Gozo Channel dished out €4.3 million worth of direct orders between 2016 and the beginning of 2018, statistics in parliament show.

The direct orders were mainly for maintenance and repairs on the Gozo ferries, as well as the subcontracting of workers.

Executive Security Services, owned by Stephen Ciangura, was given €390,000 worth of direct orders for “seamen services” in 2017, including separate contracts worth €130,000, €108,000 and €100,000.

Mr Ciangura serves as the chauffeur of MCST chairman Jeffrey Pullicino Orlando.

Public procurement regulations state that any project worth more than €120,000 should be granted by tender through the Contracts Department. 

Last year, Times of Malta reported how at least six of the 10 members sitting on Gozo Channel’s new board of directors were Labour Party activists.

Appointed by Gozo Minister Justyne Caruana, the board is again chaired by Joe Cordina, Labour’s Xagħra mayor and a candidate at the last general election.

Sitting with him are two former Labour MPs, a Labour local councillor, a member of the party’s executive committee and a Labour electoral candidate.

Questions sent to Mr Cordina about the amount of direct orders were not answered by the time of writing.

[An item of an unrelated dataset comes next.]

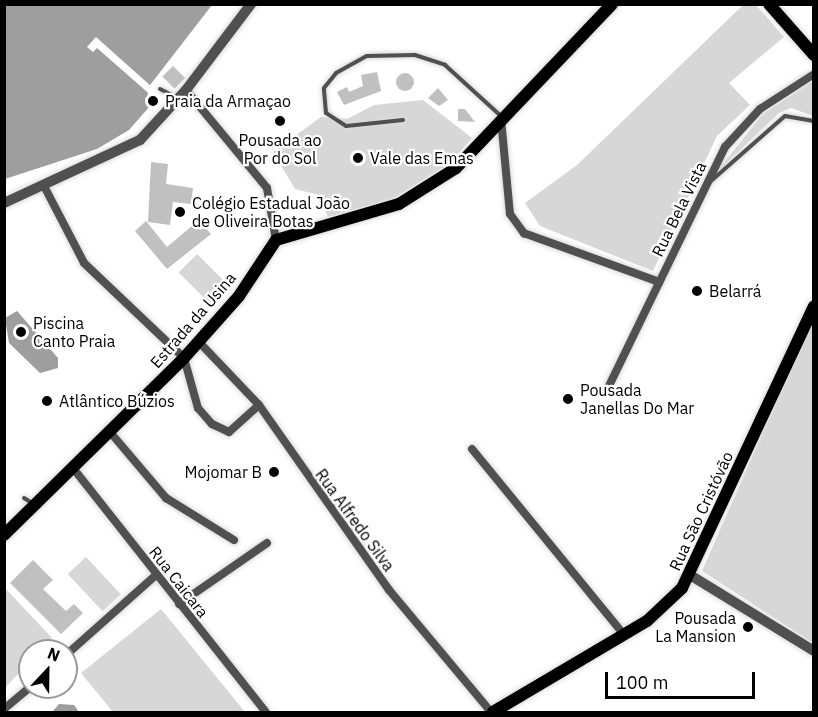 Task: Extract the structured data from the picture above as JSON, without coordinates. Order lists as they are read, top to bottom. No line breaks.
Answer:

Successive reports by the Auditor General had repeatedly stated that direct orders should be kept to a “barest minimum”, as they circumnavigated normal tendering rules.

Trust Business Solutions JV were given over half a million euros in various direct orders for the provision of personnel, including cleaners, cafeteria attendants and mooring men.

None of these direct orders exceeded the €120,000 threshold.

Ship repair company Palumbo received €966,783 in direct orders. This figure included a €575,000 contract to refit the Ta’ Pinu ferry last year, and another €281,000 contract to re-fit the MV Gaudos.

ABB Spa was given a €205,669 contract for spare parts and Manoel Island Yacht Yard a €288,000 contract.

Apart from some other smaller contracts, Signal 8 Security Services were handed one contract of €260,000 for mooring men services, and another for €241,000.

A number of parliamentary questions have been asked this week about the direct orders given by different ministries. The Economy Ministry spent over €1.3 million in direct orders between December 2016 and November 2017.

Two direct orders worth just under €5 million were given by the parliamentary secretary for sport for the building of a shooting range.